Showing posts with label NCWN-West. Show all posts
Showing posts with label NCWN-West. Show all posts

Monday, October 14, 2019

The Literary Hour Readings, This Thursday, October 17, 2019, at JCC Folk School, Brasstown, NC, featuring, Glenda Council Beall, James F. I. Davis, and Mary Michelle Brodine Keller


On Thursday, October 17, 2019, at 7:00 PM, John C. Campbell Folk School and NC Writers' Network-West will sponsor The Literary Hour. At this event, NCWN-West members will read at the Keith House on the JCCFS campus, in Brasstown, NC. This event is now held in the community room. The Literary Hour is held on the third Thursday of the month unless otherwise indicated. This reading is free of charge and open to the public. This month's featured readers will be Glenda Council Beall, James F. I. Davis, and Mary Michelle Brodine Keller.

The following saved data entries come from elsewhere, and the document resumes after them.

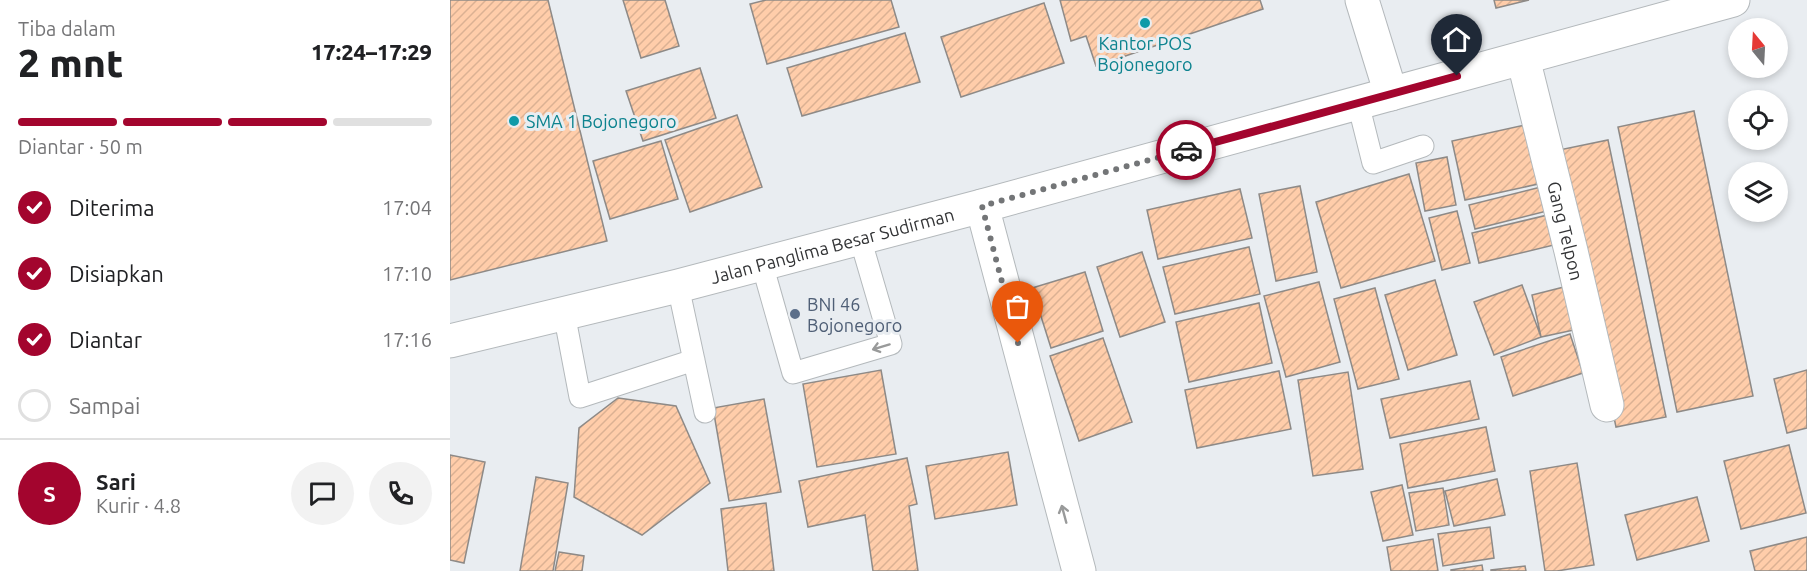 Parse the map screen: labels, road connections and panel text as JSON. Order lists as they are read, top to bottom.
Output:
{
  "streets": {
    "main road": ["Gang Telpon", "Jalan Panglima Besar Sudirman"]
  },
  "crossings": [
    ["Gang Telpon", "Jalan Panglima Besar Sudirman"]
  ],
  "places": ["Kantor POS Bojonegoro", "SMA 1 Bojonegoro", "BNI 46 Bojonegoro"],
  "north": "top",
  "page": {
    "heading": ["2 mnt", "Tiba dalam", "17:24–17:29"],
    "panel": ["Sari", "Kurir · 4.8"],
    "bar": "Diantar · 50 m",
    "list": [
      ["Diterima", "17:04"],
      ["Disiapkan", "17:10"],
      ["Diantar", "17:16"],
      "Sampai"
    ],
    "round": "S"
  }
}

Glenda Council Beall moved from southwest Georgia to Hayesville, North Carolina in 1995; it has been home ever since. Her poetry, essays and short stories have been published online, in magazines and in literary journals. Beall’s poetry chapbook, Now Might as Well be Then, was published by Finishing Line Press in 2009. She co-authored a collection of stories, poems and articles in 2018, Paws, Claws, Hooves, Feathers and Fins, Family Pets and God’s Other Creatures.
One of her hobbies is genealogy. In 1998 she compiled stories about her grandfather and his ten children and the hardback book, Profiles and Pedigrees, The Descendants of Thomas Charles Council (1858 – 1911).

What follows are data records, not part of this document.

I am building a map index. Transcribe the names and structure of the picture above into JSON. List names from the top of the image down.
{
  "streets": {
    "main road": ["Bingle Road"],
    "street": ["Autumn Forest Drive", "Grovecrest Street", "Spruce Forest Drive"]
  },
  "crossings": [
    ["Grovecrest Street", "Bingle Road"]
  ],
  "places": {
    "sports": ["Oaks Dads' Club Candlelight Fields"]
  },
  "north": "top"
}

Beall teaches writing in her studio, Writers Circle around the Table, the Institute of Continuing Learning, and Tri-County Community College. She serves as program coordinator for the North Carolina Writers’ Network-West.


James F. I.  Davis grew up on a family farm, got a degree in Economics from Cornell University, an MBA in International Business from The American University, and spent three years in the US Army, leaving as a Captain. Davis was an international banker for most of his working years, lived in Europe and Latin America, and traveled to more than 50 countries during his career. 

Several hundred of Davis’ articles have been published, mostly about finance, economics and the effects of government policies on people's standard of living. Recently he has been writing mostly humorous stories about interesting people and/or unique situations he encountered while traveling the world for business and pleasure. He hopes to turn these stories into an entertaining novel. His first literary attempt garnered second place in a national short story contest.


Mary Michelle Brodine Keller, or Mary Mike as she is often called by her friends, writes poetry, essays, and short fiction. She draws her subject matter from things she sees or experiences, putting meaning to them. She is also a visual artist, painting in oil, watercolors and pastels.  She likes to think of her poetry as painting with words.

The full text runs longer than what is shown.